Blazor in context: The user imperative
As digital technology advances at accelerating rates, both external users and business software users expect websites to deliver more productivity and smoother user experiences. Excessive page loads, and the design limitations they impose, make a website feel significantly slower. Organizations investing in their user-facing experiences are seeing returns in terms of efficiency and user adoption/loyalty.
So how is Blazor different from Silverlight?
The first concern on everyone’s mind when they hear about Blazor is “Didn’t Microsoft try to do this with Silverlight?” This is a fair concern to have, but luckily they have learned from the past. With Silverlight marching towards the end of support, we can look back and ask what went wrong.

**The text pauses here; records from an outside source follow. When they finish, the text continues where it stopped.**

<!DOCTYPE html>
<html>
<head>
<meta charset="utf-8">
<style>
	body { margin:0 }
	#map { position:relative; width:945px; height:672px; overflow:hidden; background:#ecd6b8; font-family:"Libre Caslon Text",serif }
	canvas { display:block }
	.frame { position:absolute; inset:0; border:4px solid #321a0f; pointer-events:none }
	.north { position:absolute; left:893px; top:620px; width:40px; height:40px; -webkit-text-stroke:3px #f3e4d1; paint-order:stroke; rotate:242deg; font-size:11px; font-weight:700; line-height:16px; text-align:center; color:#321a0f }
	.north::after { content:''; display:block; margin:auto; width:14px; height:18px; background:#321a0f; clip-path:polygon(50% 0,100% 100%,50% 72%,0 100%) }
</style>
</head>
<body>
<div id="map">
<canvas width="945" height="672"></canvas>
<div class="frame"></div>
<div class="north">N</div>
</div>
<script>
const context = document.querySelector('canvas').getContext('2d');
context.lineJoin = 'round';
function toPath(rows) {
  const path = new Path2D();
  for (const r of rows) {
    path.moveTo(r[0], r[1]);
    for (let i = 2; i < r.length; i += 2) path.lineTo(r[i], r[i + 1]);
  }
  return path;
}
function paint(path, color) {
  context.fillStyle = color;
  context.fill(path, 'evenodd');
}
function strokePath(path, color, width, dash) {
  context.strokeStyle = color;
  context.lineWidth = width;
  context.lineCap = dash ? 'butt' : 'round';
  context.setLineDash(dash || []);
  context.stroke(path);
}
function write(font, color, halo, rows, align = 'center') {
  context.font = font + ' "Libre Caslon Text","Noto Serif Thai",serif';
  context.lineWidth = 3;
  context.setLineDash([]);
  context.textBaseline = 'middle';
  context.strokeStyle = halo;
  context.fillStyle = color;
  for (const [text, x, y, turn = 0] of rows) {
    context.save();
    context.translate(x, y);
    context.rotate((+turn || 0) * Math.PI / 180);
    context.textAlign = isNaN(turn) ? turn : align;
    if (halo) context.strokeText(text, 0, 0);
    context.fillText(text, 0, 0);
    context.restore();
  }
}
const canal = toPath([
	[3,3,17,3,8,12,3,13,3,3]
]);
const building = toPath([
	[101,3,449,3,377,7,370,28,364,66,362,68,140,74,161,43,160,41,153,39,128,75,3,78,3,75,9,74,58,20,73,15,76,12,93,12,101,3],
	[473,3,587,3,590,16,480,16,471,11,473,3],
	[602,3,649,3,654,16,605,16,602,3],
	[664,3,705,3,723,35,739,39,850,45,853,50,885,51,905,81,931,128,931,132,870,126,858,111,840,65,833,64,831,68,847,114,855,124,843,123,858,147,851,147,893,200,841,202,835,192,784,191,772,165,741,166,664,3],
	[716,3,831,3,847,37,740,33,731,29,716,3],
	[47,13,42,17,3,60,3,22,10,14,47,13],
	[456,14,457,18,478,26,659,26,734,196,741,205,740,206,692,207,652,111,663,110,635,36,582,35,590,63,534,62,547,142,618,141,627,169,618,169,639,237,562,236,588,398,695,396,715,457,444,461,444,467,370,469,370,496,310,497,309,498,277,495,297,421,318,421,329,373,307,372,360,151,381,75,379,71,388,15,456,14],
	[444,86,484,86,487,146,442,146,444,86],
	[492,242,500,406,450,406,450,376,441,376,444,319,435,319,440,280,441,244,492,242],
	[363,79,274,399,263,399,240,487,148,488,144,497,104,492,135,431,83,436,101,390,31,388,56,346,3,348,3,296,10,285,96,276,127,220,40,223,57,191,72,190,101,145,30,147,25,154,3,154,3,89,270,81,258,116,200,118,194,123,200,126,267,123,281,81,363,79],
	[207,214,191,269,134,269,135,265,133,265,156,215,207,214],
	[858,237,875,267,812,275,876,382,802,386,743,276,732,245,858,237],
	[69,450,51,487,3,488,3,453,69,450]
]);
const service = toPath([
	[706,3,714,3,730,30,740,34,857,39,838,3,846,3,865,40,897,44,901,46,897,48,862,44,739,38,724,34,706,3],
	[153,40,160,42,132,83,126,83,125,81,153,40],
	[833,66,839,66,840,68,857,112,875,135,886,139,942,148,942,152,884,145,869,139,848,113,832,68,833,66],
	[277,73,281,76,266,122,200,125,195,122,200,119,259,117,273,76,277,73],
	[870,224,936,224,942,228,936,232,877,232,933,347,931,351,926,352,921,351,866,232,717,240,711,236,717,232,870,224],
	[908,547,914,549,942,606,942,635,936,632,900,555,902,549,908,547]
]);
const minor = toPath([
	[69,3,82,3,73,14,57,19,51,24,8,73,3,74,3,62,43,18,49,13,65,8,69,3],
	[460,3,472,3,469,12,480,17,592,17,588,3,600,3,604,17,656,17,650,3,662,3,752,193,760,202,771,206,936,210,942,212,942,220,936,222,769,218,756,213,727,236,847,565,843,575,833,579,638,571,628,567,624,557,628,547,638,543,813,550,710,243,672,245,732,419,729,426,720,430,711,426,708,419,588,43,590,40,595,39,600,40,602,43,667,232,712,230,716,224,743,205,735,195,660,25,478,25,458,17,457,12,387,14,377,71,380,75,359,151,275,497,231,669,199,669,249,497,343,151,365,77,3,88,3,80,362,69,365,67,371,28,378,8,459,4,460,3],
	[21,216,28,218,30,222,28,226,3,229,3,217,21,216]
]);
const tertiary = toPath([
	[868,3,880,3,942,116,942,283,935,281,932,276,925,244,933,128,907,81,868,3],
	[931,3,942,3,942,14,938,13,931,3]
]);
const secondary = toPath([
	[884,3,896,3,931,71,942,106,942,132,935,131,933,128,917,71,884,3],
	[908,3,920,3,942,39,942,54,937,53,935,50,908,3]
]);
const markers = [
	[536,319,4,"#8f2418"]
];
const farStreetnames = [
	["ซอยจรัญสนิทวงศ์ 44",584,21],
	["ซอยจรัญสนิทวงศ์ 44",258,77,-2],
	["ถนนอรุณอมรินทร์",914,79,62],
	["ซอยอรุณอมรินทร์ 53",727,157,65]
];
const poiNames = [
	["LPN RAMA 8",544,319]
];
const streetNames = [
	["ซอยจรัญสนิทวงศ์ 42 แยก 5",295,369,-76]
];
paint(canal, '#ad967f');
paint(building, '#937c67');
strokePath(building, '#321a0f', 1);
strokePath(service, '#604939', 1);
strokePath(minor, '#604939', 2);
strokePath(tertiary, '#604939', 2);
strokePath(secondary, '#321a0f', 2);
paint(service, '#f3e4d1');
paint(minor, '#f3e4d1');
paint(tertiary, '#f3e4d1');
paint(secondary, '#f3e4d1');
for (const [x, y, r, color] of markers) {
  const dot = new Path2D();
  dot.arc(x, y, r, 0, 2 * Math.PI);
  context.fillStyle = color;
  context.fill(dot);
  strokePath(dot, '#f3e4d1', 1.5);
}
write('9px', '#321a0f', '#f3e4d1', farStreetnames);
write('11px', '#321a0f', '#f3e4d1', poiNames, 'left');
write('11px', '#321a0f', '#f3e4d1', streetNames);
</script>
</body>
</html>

The fatal flaw seems to have been built into Silverlight from the start: the reliance on a plugin. The assumption that users would opt to download it just to visit a website did not pan out for Silverlight. Plus, some browsers dropped support for plugins entirely. Blazor takes a completely different approach—it does not require a plugin or anything more than the browser you already have. Plus, not only does it work in all modern browsers, but it can also be configured to work in older browsers like Internet Explorer.

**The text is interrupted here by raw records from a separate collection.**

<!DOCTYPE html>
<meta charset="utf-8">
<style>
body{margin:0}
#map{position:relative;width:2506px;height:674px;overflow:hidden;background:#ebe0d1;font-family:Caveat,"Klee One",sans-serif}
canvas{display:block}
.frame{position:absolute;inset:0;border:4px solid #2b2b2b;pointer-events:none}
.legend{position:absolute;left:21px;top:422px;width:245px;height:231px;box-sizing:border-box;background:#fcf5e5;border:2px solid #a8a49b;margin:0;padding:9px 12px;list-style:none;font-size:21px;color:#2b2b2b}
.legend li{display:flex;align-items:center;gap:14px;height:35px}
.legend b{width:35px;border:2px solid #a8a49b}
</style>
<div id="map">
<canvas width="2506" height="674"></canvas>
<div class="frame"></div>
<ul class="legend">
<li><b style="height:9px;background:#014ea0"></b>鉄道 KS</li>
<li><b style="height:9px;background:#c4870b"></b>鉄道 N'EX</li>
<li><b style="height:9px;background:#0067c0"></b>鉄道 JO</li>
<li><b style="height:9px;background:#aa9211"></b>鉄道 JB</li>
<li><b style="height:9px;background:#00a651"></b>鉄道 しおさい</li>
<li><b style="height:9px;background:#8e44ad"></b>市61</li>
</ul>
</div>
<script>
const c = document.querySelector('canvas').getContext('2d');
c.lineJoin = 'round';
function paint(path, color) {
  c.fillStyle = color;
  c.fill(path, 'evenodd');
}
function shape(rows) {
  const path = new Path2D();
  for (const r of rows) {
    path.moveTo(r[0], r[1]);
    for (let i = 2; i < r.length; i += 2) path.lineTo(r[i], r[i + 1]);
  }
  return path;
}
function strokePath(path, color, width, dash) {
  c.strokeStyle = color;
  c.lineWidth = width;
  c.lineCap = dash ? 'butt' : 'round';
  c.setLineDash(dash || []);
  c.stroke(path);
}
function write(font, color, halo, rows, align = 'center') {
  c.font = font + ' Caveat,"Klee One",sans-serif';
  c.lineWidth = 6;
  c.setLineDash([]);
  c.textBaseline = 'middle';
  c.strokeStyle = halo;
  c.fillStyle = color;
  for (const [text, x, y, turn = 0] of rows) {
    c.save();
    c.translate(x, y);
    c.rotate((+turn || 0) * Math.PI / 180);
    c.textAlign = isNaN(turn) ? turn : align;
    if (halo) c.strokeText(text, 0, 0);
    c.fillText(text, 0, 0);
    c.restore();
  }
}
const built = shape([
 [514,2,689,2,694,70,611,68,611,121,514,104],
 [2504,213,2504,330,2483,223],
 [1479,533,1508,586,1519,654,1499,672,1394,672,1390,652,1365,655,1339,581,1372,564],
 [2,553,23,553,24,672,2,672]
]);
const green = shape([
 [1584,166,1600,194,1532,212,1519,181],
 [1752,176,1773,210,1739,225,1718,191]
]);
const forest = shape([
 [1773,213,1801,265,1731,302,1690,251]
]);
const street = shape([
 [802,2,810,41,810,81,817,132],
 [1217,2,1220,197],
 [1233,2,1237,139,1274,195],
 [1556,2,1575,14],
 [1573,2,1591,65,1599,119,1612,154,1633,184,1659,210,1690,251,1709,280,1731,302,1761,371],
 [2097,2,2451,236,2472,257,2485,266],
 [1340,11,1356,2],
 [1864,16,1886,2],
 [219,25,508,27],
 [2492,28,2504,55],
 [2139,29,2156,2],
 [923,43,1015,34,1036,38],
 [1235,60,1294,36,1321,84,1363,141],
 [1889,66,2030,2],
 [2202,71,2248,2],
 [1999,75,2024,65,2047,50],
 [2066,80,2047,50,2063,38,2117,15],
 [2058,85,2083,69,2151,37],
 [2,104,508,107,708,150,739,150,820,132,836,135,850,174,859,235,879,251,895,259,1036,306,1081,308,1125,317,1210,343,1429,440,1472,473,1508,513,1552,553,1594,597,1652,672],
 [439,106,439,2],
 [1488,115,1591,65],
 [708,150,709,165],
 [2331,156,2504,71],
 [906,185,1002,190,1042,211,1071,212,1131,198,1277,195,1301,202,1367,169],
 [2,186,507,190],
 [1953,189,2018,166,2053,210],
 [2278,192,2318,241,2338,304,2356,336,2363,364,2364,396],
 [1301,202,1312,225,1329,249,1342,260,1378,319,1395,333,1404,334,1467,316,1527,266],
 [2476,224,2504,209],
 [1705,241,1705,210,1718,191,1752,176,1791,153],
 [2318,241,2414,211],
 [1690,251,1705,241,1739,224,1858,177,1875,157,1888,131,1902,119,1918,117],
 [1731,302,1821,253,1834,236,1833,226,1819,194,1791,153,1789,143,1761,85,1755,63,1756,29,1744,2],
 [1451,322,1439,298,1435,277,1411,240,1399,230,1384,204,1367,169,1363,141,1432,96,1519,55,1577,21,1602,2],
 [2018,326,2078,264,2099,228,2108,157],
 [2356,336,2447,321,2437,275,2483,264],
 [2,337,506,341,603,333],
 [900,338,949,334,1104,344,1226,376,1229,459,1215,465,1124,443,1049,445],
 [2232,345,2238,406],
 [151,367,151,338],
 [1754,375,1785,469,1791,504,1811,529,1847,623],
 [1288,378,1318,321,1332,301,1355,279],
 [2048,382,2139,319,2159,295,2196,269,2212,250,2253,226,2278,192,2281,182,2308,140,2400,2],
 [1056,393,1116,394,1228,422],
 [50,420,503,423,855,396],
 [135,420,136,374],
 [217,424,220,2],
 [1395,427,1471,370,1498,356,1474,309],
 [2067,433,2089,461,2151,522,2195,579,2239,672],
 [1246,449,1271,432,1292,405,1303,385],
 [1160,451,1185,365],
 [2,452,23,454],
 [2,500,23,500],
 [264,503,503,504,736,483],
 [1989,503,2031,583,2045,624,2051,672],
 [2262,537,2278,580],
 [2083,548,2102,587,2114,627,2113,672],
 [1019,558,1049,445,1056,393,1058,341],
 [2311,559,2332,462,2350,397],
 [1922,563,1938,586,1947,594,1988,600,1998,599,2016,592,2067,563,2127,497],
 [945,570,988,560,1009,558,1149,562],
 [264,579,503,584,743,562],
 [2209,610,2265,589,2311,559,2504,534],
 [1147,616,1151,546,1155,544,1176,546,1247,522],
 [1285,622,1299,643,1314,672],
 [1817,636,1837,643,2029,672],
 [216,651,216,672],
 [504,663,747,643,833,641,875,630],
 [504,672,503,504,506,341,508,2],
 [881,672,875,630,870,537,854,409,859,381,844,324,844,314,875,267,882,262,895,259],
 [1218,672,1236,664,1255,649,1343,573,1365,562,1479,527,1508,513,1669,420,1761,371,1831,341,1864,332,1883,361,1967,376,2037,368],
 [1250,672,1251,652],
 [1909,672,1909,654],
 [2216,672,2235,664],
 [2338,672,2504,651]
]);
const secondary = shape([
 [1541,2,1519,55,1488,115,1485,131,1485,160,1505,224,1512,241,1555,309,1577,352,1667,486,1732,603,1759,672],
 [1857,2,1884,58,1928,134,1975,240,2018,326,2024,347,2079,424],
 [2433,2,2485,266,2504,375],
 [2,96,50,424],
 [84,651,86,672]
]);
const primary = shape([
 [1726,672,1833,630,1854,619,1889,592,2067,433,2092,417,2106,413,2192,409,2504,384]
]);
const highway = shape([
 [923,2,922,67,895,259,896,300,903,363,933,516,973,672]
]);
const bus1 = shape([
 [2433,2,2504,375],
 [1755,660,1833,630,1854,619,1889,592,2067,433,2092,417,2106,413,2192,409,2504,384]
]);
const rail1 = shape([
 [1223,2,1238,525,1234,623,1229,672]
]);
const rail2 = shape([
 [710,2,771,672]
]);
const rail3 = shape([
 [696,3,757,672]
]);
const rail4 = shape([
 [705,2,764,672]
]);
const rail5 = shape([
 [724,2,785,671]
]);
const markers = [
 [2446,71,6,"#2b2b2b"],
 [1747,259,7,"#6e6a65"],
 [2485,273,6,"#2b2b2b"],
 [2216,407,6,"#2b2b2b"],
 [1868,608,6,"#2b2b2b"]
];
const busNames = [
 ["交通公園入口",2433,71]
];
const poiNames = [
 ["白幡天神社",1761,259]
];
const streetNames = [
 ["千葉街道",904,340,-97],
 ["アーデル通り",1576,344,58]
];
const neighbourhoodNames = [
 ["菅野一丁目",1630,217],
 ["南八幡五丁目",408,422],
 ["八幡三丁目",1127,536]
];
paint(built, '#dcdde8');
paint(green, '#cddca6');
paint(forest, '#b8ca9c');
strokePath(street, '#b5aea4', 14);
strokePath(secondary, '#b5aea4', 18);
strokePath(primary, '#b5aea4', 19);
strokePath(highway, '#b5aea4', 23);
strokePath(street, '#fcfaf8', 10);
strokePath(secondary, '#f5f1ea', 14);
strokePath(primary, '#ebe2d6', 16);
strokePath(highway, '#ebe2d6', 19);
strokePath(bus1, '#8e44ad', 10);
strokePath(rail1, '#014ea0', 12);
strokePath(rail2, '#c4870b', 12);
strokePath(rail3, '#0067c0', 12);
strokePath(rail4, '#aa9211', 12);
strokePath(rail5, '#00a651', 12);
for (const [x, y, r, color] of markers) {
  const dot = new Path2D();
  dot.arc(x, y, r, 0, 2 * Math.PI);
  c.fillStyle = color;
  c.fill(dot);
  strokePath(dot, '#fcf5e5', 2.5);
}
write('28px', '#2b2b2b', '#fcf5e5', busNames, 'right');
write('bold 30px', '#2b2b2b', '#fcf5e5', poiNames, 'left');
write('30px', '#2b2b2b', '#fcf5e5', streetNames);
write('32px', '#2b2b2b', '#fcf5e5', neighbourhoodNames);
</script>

Some early-adopter anxieties
The other major concern is the immaturity of the framework. If you’ve ever been an early adopter of a certain technology, you know that it can be a double-edged sword. On the one hand, you get access to the latest and greatest features well ahead of the market, but on the other, you can sometimes find yourself downstream without a paddle. While Blazor is no different in this regard, it does have several mitigating factors going for it.
- First, it is a Microsoft framework that has been in development and beta testing for years leading up to its first supported release.

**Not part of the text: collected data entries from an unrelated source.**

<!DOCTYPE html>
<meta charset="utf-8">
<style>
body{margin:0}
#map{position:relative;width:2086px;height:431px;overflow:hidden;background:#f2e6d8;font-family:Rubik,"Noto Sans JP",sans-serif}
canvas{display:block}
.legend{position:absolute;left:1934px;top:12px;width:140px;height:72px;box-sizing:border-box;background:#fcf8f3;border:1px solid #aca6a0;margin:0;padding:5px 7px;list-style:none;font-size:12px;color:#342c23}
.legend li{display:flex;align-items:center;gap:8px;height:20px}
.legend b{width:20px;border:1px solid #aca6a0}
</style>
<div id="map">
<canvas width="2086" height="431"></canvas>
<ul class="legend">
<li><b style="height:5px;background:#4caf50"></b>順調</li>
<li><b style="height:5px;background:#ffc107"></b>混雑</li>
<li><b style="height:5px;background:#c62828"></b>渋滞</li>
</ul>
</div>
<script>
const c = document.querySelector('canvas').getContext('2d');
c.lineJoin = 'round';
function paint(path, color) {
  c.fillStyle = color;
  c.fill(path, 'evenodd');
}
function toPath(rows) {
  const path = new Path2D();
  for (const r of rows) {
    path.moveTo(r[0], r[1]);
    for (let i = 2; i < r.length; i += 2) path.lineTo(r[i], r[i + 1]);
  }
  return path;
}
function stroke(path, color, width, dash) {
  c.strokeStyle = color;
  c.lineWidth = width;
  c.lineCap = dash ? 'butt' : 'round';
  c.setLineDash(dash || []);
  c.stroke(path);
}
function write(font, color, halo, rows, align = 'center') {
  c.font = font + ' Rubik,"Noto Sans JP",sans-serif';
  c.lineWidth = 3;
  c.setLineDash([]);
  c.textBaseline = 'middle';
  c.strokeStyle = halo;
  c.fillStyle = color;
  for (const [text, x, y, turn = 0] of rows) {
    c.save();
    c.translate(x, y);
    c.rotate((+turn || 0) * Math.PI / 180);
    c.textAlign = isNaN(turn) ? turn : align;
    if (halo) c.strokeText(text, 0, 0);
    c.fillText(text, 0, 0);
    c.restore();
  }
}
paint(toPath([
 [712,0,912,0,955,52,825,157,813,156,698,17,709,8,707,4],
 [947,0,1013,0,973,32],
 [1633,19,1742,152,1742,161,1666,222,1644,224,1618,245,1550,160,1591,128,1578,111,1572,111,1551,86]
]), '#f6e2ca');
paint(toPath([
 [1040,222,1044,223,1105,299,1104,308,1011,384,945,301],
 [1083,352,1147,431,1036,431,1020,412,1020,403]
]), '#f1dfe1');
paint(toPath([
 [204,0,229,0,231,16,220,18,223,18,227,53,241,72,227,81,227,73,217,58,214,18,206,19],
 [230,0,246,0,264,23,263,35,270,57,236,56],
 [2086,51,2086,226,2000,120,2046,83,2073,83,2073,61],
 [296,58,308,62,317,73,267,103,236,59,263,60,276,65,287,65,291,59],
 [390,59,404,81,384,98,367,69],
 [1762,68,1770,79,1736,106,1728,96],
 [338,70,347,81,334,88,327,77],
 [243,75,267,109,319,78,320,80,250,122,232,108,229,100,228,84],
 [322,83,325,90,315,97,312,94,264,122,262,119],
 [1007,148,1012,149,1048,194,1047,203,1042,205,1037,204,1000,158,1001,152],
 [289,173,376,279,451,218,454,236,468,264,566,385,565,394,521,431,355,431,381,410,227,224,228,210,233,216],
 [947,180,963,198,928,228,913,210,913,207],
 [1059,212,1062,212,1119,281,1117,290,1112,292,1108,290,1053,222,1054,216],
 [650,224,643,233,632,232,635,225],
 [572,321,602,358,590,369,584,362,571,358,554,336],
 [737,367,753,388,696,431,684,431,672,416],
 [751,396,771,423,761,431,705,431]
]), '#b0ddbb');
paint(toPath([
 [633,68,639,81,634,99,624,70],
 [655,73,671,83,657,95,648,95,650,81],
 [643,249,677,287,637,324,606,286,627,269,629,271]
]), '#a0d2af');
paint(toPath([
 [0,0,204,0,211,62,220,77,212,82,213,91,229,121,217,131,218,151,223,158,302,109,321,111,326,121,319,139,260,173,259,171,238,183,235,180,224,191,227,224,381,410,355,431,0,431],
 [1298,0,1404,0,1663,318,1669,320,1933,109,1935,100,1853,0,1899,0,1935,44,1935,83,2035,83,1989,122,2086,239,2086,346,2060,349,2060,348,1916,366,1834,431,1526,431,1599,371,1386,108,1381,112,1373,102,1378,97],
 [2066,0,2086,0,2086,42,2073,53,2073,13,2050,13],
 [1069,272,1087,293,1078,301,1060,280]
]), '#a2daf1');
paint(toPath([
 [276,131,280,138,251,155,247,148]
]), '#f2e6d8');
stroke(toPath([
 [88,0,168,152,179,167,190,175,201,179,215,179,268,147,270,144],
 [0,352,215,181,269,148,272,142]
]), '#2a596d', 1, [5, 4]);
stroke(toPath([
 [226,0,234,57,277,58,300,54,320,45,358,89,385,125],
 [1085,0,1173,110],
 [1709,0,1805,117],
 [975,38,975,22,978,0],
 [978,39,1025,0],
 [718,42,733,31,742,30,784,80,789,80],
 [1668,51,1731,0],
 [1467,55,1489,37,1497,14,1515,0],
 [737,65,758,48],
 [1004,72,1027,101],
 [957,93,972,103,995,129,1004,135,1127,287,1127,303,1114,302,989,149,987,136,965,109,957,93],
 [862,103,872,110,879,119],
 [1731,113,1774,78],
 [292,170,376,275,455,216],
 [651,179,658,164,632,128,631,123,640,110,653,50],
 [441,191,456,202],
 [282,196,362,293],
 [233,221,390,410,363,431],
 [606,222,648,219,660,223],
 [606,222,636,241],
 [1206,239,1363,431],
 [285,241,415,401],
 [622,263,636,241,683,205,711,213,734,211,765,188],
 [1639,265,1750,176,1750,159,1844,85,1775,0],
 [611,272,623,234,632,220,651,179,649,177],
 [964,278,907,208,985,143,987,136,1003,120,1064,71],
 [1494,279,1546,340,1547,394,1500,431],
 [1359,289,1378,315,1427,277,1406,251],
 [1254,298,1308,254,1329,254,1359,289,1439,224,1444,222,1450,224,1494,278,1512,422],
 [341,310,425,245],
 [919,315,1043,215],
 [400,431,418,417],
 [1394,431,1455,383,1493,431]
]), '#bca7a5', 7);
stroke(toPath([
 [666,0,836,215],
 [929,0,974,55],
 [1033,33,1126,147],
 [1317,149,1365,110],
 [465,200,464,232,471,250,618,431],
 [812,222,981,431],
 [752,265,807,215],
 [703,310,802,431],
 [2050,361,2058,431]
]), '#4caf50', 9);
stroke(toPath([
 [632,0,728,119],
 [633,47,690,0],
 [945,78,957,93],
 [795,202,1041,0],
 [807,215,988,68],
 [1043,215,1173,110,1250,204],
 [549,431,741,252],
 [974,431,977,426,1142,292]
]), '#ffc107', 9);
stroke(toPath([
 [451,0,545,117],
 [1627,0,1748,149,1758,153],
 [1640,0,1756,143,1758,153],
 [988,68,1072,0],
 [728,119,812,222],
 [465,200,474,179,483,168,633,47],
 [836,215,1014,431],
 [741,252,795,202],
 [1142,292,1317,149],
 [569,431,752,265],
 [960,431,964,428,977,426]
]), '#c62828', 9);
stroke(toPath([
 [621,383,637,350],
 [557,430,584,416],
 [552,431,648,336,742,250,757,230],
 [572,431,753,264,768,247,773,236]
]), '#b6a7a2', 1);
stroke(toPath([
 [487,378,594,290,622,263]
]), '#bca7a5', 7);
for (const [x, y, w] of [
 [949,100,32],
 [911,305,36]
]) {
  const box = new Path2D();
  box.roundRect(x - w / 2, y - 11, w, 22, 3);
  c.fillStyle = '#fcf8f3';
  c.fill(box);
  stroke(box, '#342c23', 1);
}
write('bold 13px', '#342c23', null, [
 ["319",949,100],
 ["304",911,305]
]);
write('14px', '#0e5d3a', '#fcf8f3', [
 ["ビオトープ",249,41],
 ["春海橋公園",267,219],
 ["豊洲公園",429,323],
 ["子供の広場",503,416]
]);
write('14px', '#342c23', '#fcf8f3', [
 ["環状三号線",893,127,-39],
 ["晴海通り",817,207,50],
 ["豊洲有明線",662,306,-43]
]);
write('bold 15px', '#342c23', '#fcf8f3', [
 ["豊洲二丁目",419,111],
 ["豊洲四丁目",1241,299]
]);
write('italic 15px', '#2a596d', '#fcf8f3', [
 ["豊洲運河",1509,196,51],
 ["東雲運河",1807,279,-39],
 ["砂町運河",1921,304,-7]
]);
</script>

- Secondly, because of that beta period, there is already a community behind Blazor, providing support and building libraries for all your typical web client needs.
- Lastly, it draws inspiration from other popular front-end frameworks that came before it and reuses existing technologies, such as Razor, rather than completely reinventing the wheel. If your team already has experience with other frontend frameworks they will find that Blazor has a familiar, component-centric approach.
Now that we’ve explored some of the concerns with Blazor, what are some of the indicators that it’s a good fit for your project?
You can leverage your Razor page knowledge
The most obvious use case is if you are already a dotnet shop looking to greenfield a modern single-page web application or to migrate an existing Silverlight or MVC application. While MVC will continue to be a popular option, if you are already using Razor pages, you can get a smooth, zero-page-refresh experience with little additional effort. This creates a better experience for your users while at the same time reducing the burden on your servers.
Blazor can enhance productivity
But even if C# isn’t your bread and butter, there is significant productivity to be gained by leveraging Blazor as your web framework. By using the same language for the back- and front-end code, you can avoid duplicating effort and reuse the same libraries, the same API models, and the same business logic. Plus, how many times have you had to work on a project where the front-end models no longer matched the back-end or validation on the front-end was missed on the back-end, thus leaving security vulnerabilities in your API. By using one language, you can reuse your code and know you’re covered.
Another advantage of using a single language is the ability to build bigger apps with smaller teams, faster. Standardizing the language reduces the necessity for specialized developers and makes it easy for everyone on your team to be a full stack developer. Dropping context-switching and waiting on someone else to do their part before you can do yours can save a ton of time when developing a feature. On top of all of that, you can use the same tools throughout the stack, onboarding is much faster, and your team can spend more time getting good at what they know rather than constantly needing to learn new versions of the same thing.
There are many factors to consider when choosing a framework for a modern web app. While each specific application will have its own unique factors to consider, you should now have a good starting point when evaluating Blazor as a potential solution. Whether creating something new, replacing an existing page-load-per-click website, or even replacing another SPA that has become hard to maintain—Blazor may help you achieve the productivity gains and enhanced user experience you need in order to stay ahead of the curve.